True perfection might be unattainable, but that doesn’t mean companies should stop striving for it. Identifying the most common supply chain bottlenecks is the first step toward preventing expensive—and often avoidable—inefficiencies from dragging the supply chain down. Without addressing these issues, they can quickly spiral out of control.

With that in mind, here are some of the most common supply chain bottlenecks—and how to avoid them.

Invoice exceptions

Freight invoice exceptions can cause significant, even systemic supply chain delays and inefficiencies. That’s because invoice exceptions demand additional time and energy to process manually—meaning lost time, hidden costs, and lack of scale. Worse, when invoice exceptions become part of the normal operating procedure, supply chain efficiency consistently gets worse.

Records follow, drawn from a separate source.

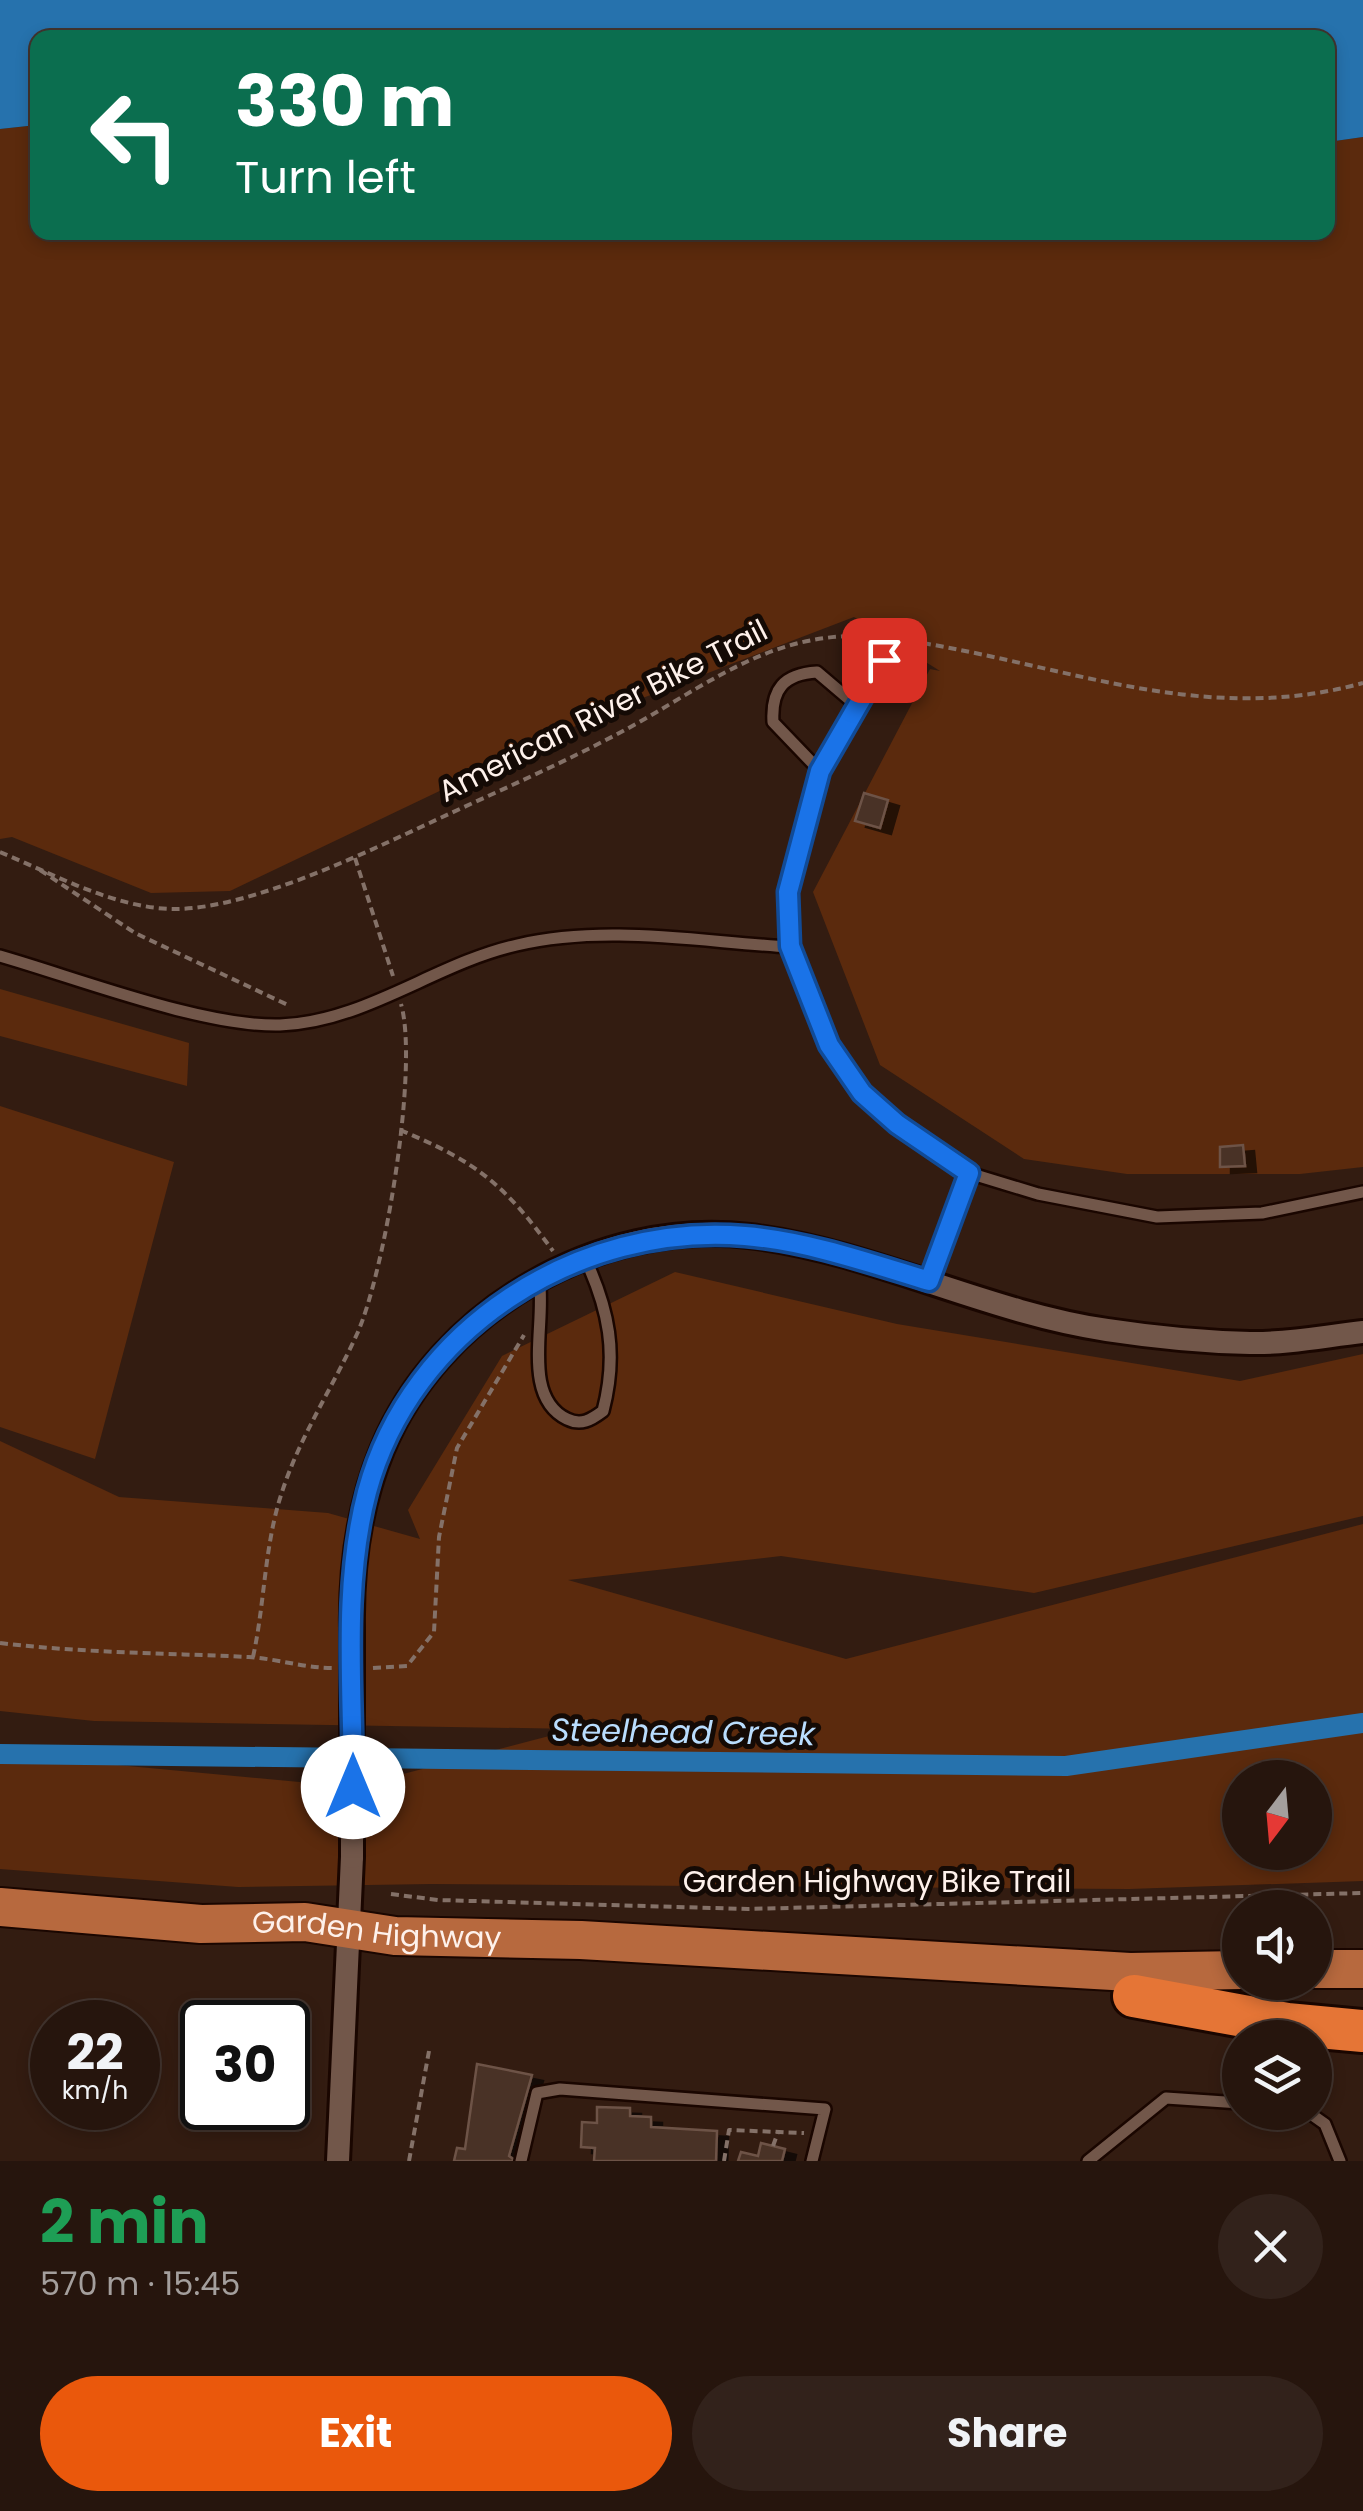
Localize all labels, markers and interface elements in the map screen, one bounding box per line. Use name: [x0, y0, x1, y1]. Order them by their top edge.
text: 330 m: [235, 52, 454, 151]
icon: left: [70, 70, 200, 200]
text: Turn left: [235, 146, 416, 209]
street label: American River Bike Trail: [431, 609, 775, 812]
pin: [842, 618, 927, 703]
icon: arrive: [857, 633, 912, 688]
water label: Steelhead Creek: [551, 1707, 817, 1756]
position arrow: [301, 1735, 405, 1839]
north arrow: [1222, 1760, 1332, 1870]
map controls: [1222, 1760, 1332, 2130]
street label: Garden Highway Bike Trail: [683, 1860, 1071, 1903]
button: sound: [1222, 1890, 1332, 2000]
street label: Garden Highway: [252, 1900, 502, 1959]
speed limit sign: 30: [180, 2000, 310, 2130]
text: 22: [66, 2017, 124, 2088]
button: layers: [1222, 2020, 1332, 2130]
text: km/h: [62, 2073, 128, 2108]
text: 2 min: [40, 2180, 209, 2264]
button: close: [1218, 2194, 1323, 2299]
text: 570 m · 15:45: [40, 2261, 240, 2306]
button: Exit: [40, 2376, 672, 2491]
button: Share: [692, 2376, 1323, 2491]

Preventing invoice exception bottlenecks can be a challenge, since they can occur for something as simple as a PO approver being out of the office or even tied up with other tasks. But there is a solution.

Automating invoicing can help prevent unnecessary invoice exceptions and streamline resolution. Essentially, this works by establishing clear parameters—including dollar limits—around what should trigger an “exception” in the company’s transportation management system (TMS). When the system does flag an exception, it is then automatically routed to the appropriate person to handle the query.

Automating a large portion of these invoice events can drastically reduce the number of manual invoice exceptions clogging the supply chain. Outsourced freight audit and payment (FAP) services can further streamline exception management by taking the burden of modifying, rejecting, or approving exceptions off the shoulders of overburdened staff.

Incorrect purchase orders (POs)

Purchase order errors and subsequent delays aren’t as common as invoice exceptions. But their existence is doubly troubling, because PO compliance is such a preventable supply chain bottleneck.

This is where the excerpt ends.